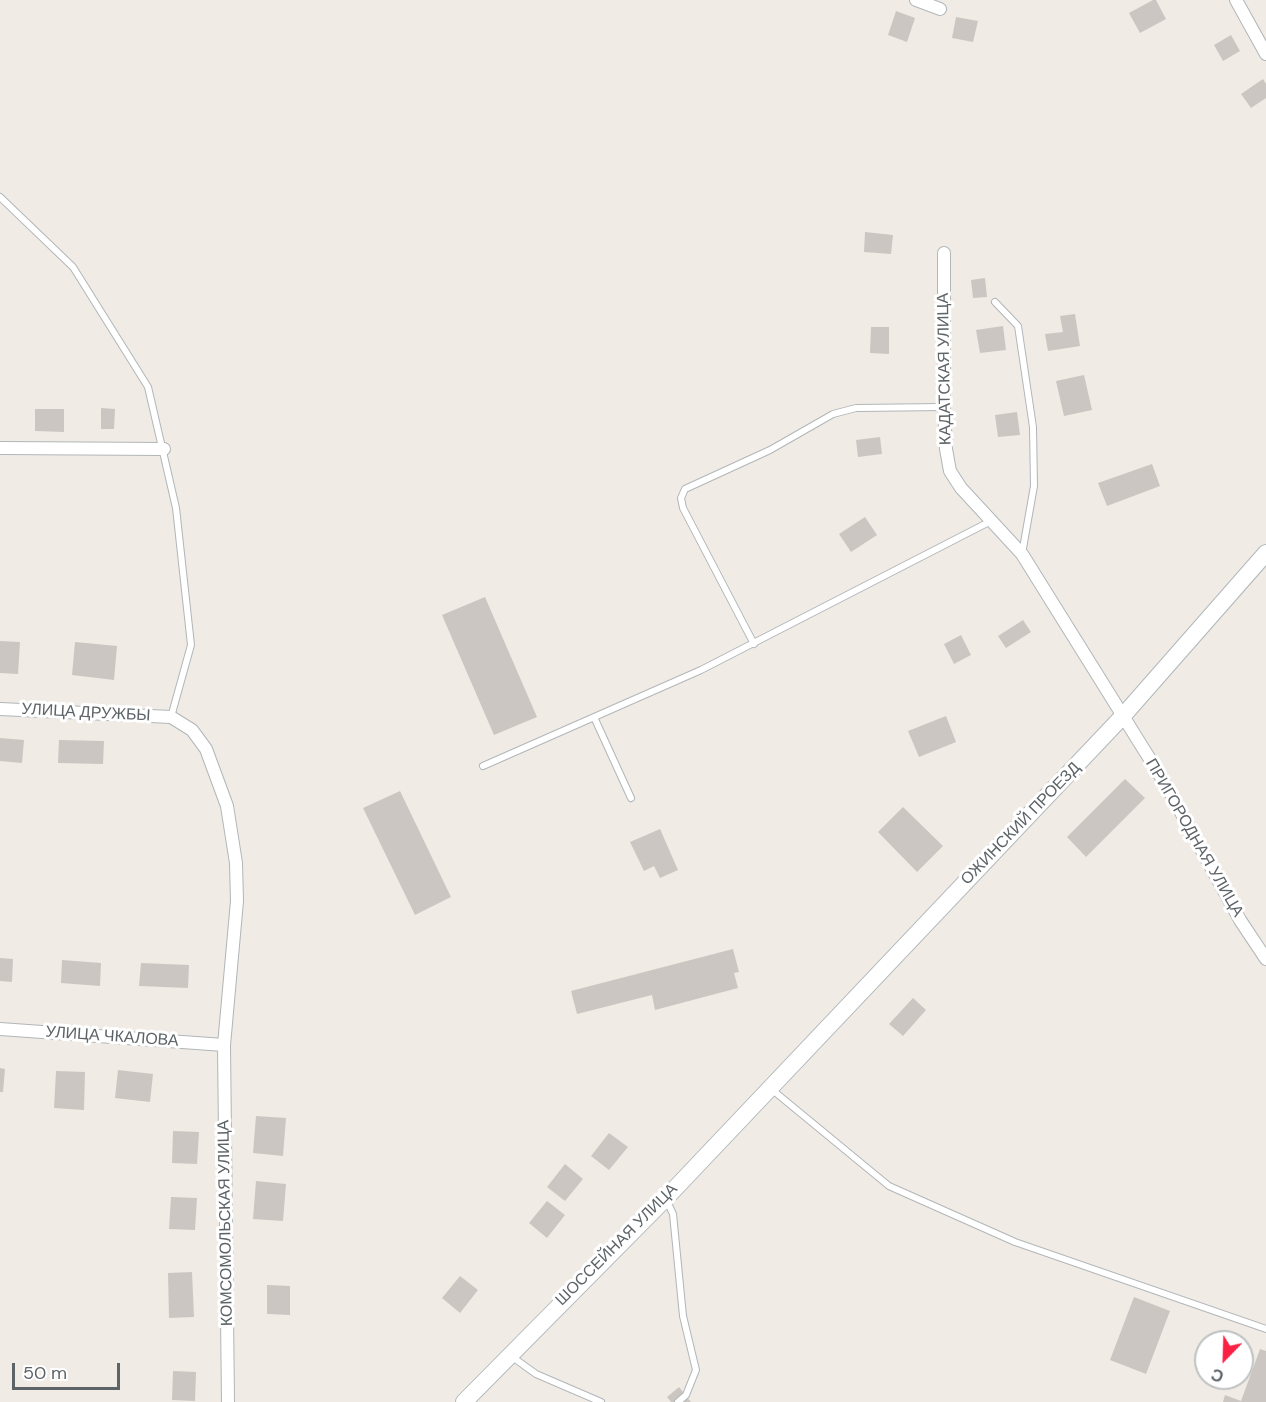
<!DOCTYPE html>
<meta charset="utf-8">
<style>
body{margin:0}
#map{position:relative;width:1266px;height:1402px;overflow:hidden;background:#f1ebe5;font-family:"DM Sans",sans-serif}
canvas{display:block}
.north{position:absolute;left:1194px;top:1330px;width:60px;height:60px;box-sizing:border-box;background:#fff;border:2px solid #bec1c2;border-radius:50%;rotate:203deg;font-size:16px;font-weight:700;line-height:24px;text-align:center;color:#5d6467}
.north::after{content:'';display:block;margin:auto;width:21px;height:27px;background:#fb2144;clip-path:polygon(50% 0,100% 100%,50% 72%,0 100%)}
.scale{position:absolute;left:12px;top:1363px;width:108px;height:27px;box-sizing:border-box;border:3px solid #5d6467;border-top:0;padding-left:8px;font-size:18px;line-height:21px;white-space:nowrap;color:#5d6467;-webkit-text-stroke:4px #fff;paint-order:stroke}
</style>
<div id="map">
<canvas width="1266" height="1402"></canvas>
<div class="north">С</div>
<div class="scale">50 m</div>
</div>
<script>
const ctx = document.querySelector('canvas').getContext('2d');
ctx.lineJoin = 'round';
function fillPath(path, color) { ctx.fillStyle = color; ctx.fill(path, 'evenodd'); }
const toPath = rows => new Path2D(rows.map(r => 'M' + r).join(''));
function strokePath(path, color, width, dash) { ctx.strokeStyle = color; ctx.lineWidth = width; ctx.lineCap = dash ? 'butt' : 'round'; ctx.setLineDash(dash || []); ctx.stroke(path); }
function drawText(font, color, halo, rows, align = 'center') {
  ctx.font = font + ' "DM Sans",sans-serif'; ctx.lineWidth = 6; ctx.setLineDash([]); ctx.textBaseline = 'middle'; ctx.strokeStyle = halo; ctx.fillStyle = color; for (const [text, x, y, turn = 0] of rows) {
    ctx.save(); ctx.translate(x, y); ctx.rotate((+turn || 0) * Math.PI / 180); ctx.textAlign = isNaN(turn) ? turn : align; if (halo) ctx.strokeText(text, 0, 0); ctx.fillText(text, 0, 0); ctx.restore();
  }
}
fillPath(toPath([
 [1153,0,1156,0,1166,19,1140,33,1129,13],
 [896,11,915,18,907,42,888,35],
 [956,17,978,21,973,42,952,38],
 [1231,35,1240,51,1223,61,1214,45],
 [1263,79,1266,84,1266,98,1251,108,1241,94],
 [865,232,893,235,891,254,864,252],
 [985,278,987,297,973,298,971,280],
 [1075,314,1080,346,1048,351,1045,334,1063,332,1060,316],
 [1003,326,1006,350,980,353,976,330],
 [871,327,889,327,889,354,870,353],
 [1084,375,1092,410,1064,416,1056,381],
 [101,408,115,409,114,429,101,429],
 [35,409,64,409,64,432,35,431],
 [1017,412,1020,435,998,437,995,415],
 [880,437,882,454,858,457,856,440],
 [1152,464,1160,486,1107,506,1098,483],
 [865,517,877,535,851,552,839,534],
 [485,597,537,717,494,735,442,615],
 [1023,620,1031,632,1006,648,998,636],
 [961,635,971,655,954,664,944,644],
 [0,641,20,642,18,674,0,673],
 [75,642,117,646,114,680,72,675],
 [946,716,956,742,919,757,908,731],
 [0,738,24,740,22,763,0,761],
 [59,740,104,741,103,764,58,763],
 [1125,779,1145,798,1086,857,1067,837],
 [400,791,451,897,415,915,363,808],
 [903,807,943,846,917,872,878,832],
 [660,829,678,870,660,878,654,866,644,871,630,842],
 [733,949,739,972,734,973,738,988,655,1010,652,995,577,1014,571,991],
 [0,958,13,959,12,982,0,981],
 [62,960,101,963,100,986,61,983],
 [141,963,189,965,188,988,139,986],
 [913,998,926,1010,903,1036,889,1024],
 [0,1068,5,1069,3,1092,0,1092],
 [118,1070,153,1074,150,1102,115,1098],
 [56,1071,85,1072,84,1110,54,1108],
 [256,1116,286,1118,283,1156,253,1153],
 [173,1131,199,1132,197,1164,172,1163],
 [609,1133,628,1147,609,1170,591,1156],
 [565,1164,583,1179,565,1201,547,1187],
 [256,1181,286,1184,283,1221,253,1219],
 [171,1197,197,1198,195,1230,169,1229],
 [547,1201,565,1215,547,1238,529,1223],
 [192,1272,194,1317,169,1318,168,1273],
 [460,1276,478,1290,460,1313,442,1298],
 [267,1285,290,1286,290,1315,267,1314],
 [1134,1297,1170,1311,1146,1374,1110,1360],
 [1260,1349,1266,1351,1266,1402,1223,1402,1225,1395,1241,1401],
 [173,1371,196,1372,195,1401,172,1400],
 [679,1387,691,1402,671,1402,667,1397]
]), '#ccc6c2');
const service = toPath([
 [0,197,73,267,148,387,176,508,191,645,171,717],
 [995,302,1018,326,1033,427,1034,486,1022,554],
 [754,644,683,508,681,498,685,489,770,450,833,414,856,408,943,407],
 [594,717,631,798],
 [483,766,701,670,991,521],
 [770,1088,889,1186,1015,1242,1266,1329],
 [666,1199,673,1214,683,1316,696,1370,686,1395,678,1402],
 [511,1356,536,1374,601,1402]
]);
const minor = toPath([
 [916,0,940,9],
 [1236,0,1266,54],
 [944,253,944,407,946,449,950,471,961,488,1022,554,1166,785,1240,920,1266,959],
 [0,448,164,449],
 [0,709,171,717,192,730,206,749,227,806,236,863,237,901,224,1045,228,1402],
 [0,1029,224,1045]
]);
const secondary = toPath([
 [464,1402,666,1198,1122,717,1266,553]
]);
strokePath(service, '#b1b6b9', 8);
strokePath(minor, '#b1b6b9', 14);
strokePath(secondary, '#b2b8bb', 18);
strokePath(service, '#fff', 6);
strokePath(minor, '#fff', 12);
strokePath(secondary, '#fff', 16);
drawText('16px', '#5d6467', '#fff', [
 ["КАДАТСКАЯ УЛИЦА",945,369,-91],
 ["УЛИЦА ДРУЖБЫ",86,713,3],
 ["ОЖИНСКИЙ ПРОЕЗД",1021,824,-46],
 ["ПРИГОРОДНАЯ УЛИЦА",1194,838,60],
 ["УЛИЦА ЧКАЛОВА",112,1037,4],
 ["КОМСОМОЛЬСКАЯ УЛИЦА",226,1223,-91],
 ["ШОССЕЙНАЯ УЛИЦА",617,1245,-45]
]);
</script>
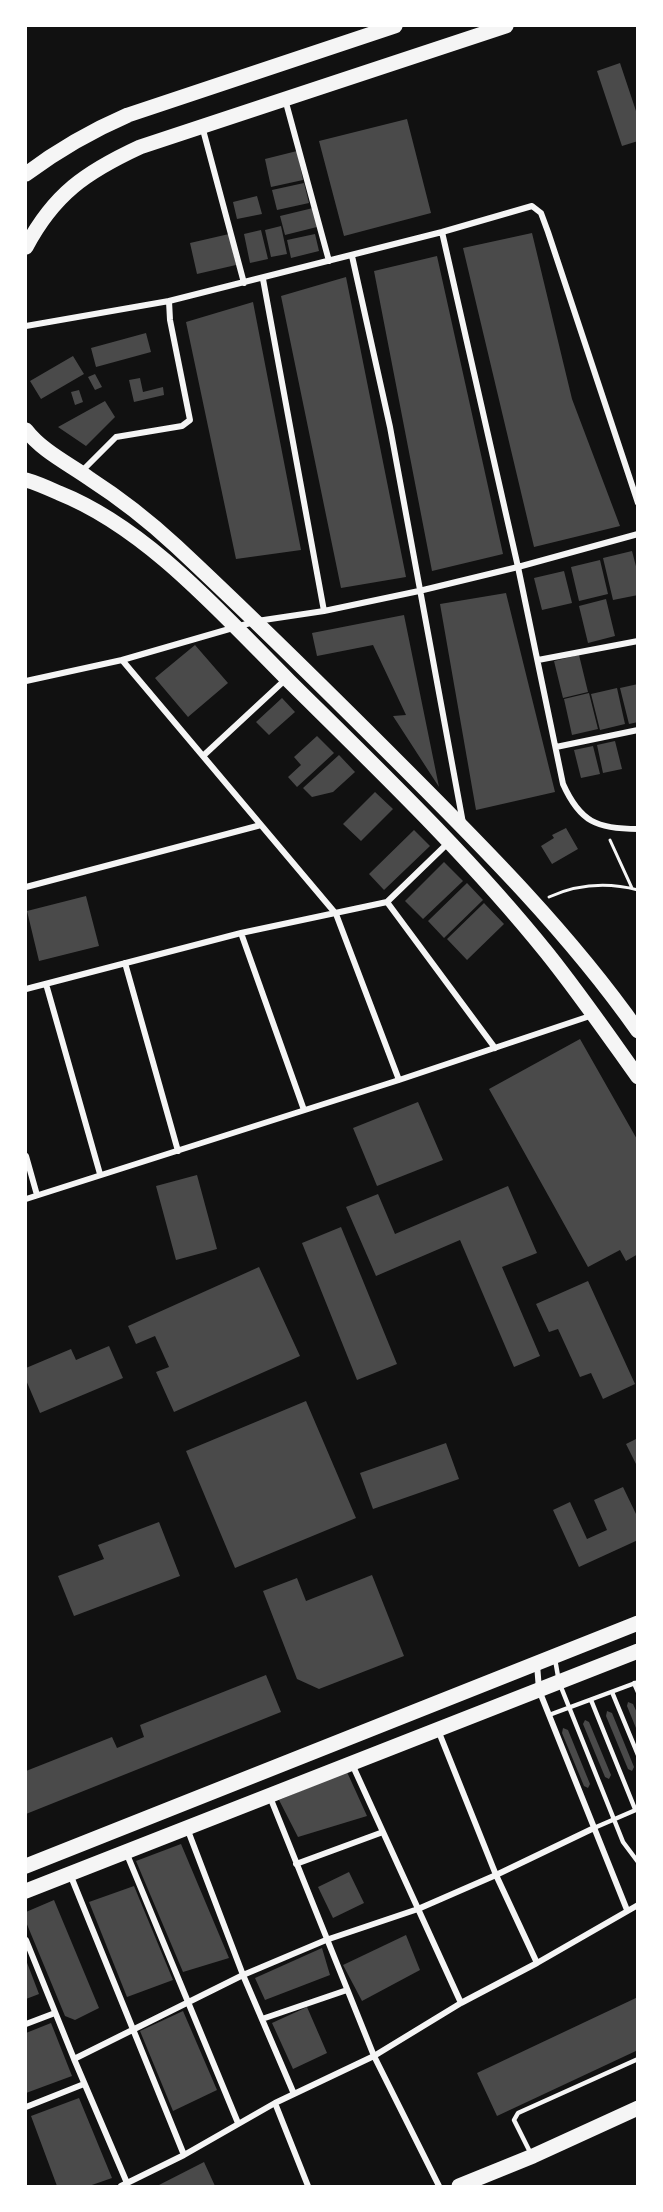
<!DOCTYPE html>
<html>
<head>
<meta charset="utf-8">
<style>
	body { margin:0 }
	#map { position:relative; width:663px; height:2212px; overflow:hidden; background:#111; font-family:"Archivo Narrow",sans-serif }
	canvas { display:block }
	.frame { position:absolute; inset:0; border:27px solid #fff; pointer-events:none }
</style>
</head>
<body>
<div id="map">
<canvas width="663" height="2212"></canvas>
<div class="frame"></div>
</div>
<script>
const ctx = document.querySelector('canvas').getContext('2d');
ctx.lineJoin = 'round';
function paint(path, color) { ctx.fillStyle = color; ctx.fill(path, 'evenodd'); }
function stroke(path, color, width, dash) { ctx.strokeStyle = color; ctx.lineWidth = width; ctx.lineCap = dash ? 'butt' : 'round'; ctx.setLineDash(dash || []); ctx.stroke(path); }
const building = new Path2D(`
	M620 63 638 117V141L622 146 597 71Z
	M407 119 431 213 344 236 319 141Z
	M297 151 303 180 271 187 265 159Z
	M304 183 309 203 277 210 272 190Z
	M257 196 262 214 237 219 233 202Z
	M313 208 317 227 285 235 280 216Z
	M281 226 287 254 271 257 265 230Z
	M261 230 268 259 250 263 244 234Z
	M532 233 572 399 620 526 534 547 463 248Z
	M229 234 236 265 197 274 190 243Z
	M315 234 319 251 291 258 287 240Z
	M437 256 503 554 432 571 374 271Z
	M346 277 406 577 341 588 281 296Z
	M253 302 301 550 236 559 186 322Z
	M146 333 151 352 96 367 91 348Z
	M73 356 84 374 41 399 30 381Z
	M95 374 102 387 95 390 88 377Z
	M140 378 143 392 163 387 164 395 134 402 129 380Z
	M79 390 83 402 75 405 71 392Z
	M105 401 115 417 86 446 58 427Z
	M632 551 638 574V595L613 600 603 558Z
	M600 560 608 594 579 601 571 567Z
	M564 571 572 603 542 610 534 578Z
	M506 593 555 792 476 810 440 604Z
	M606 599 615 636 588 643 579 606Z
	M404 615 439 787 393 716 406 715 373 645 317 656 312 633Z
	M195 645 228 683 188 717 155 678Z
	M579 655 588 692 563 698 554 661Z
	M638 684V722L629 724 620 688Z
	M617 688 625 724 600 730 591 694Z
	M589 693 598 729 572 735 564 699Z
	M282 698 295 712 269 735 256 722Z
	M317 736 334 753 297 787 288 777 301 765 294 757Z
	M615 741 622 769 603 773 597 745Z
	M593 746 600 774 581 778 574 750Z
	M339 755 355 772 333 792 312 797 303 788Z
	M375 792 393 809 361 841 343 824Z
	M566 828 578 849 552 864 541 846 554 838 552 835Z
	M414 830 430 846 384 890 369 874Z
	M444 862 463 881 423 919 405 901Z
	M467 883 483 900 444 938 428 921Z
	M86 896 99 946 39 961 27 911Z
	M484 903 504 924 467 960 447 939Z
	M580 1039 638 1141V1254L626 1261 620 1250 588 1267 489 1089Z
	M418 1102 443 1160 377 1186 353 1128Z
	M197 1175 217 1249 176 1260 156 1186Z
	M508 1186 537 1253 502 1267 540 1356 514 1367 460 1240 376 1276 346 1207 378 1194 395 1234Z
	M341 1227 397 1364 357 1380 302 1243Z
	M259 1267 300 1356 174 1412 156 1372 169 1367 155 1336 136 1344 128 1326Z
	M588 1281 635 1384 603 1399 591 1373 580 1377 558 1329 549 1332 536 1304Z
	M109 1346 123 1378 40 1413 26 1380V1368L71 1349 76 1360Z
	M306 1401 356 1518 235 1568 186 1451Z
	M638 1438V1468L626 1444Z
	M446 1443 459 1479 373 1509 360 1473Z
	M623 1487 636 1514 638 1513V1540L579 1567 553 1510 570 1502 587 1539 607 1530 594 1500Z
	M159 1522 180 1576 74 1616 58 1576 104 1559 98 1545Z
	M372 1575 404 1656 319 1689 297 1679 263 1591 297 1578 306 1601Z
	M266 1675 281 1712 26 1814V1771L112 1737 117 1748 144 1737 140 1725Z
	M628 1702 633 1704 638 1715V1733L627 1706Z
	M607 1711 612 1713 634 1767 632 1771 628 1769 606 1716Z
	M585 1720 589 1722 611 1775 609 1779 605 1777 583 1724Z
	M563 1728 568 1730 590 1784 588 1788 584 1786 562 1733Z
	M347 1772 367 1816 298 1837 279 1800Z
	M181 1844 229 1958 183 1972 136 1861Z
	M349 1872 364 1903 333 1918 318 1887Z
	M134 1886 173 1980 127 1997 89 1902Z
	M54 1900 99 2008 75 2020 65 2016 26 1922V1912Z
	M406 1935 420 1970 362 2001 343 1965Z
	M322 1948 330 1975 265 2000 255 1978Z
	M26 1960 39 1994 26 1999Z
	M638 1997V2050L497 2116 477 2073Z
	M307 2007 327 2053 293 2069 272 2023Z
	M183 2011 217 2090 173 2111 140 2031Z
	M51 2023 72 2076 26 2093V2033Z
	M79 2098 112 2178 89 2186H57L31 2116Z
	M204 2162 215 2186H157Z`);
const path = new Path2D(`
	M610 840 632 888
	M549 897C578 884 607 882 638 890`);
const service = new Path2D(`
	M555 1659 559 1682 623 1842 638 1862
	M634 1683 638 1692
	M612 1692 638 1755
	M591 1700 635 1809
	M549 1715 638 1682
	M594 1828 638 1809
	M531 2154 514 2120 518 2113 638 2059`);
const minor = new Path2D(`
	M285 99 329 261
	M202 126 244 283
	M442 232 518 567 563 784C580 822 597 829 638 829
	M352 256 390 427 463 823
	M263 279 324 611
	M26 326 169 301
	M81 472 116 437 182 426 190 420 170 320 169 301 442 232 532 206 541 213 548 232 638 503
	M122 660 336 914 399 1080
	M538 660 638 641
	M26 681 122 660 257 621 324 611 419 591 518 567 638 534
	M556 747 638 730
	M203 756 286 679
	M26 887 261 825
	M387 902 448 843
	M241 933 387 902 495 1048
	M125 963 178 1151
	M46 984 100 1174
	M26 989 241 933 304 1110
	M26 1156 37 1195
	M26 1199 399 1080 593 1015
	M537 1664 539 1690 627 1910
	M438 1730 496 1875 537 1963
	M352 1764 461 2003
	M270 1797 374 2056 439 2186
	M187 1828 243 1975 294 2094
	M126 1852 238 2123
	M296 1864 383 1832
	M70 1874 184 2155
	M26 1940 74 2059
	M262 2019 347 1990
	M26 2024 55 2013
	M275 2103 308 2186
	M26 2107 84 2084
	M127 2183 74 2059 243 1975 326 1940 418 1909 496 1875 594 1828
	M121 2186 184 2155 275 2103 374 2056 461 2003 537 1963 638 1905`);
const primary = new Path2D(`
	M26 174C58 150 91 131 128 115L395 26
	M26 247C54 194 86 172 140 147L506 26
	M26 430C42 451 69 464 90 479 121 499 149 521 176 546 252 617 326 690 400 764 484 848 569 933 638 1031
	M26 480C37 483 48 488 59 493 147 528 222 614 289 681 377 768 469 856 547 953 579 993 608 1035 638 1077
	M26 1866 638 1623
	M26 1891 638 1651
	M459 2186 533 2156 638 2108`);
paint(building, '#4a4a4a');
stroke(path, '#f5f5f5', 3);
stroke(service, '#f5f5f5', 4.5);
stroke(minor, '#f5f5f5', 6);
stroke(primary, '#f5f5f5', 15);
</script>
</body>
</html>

## EXERCISE REQUIREMENTS
Starting from the first line of the listing above, write out every line exactly through the one containing "function drawText(font, color, halo, rows, align", and drop the pictures.

## ANSWER FOR THIS EXERCISE
<!DOCTYPE html>
<meta charset="utf-8">
<style>
body{margin:0}
#map{position:relative;width:1266px;height:1402px;overflow:hidden;background:#f1ebe5;font-family:"DM Sans",sans-serif}
canvas{display:block}
.north{position:absolute;left:1194px;top:1330px;width:60px;height:60px;box-sizing:border-box;background:#fff;border:2px solid #bec1c2;border-radius:50%;rotate:203deg;font-size:16px;font-weight:700;line-height:24px;text-align:center;color:#5d6467}
.north::after{content:'';display:block;margin:auto;width:21px;height:27px;background:#fb2144;clip-path:polygon(50% 0,100% 100%,50% 72%,0 100%)}
.scale{position:absolute;left:12px;top:1363px;width:108px;height:27px;box-sizing:border-box;border:3px solid #5d6467;border-top:0;padding-left:8px;font-size:18px;line-height:21px;white-space:nowrap;color:#5d6467;-webkit-text-stroke:4px #fff;paint-order:stroke}
</style>
<div id="map">
<canvas width="1266" height="1402"></canvas>
<div class="north">С</div>
<div class="scale">50 m</div>
</div>
<script>
const ctx = document.querySelector('canvas').getContext('2d');
ctx.lineJoin = 'round';
function fillPath(path, color) { ctx.fillStyle = color; ctx.fill(path, 'evenodd'); }
const toPath = rows => new Path2D(rows.map(r => 'M' + r).join(''));
function strokePath(path, color, width, dash) { ctx.strokeStyle = color; ctx.lineWidth = width; ctx.lineCap = dash ? 'butt' : 'round'; ctx.setLineDash(dash || []); ctx.stroke(path); }
function drawText(font, color, halo, rows, align = 'center') {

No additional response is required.